Abstract:
"Deepfakes refer to altered digital content through deep generative models to achieve photorealistic standards. Deepfake instances related to celebrities are growing due to the accessibility of large quantities of data. Recently, several deepfake detection approaches have been developed to focus on identifying fake faces from genuine faces when they are tested on similar training forgery patterns. Somehow, these methods' performance is limited when tested on unseen patterns.

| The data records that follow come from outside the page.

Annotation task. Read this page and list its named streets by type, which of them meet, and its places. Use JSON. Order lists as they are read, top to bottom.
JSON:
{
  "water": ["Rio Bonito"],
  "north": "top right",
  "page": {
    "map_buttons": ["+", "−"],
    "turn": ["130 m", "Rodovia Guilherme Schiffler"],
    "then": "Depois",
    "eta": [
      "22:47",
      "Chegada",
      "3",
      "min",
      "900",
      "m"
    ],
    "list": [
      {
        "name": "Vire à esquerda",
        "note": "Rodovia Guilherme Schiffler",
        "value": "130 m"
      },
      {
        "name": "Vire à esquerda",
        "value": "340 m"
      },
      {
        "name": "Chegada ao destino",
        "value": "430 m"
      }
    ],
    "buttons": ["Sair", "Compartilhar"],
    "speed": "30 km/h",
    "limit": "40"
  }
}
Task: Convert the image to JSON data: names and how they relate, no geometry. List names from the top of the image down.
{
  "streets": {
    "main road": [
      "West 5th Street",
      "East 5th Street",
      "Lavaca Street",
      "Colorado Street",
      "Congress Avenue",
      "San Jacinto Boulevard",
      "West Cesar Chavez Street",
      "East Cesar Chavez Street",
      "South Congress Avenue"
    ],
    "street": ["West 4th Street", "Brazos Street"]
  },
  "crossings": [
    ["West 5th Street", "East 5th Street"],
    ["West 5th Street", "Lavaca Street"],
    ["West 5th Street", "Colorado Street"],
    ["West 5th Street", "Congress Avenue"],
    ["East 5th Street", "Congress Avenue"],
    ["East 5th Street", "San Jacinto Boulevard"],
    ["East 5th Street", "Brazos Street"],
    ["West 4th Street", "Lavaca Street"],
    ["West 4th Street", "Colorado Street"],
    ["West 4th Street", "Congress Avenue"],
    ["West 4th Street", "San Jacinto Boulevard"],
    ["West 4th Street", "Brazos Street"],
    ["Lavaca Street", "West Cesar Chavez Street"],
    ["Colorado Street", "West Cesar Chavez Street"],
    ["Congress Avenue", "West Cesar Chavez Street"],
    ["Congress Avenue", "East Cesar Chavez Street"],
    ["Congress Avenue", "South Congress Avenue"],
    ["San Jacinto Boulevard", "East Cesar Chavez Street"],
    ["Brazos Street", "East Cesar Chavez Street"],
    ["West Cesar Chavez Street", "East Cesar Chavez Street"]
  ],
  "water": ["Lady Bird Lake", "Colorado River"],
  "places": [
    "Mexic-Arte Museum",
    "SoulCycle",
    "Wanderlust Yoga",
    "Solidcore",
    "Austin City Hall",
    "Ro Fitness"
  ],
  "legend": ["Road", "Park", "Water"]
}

In this research, the author proposes a deepfake detection method to increase the generalization of the model by detecting both pixel-level and noise-level manipulations to make the final prediction. The proposed network has two methods for extracting features. First, there's a pixel-level classifier that detects pixel-level changes using convolutional neural networks. Second, there's a noise-level classifier that identifies noise-level changes based on the Peak Signal-to-Noise Ratio (PSNR) to verify the authenticity of celebrity images. After that, a logical method was developed to compare the results from both classifiers. If either classifier detects the image as 'fake,' the final output will be labelled as fake, covering both pixel and noise manipulations.
The proposed method extracts forgery traces caused by pixels and noise manipulations suggesting to have a good generalization ability. Extensive experimental results on three widely used datasets show that the proposed method achieves better generalization performance against unseen forgery patterns."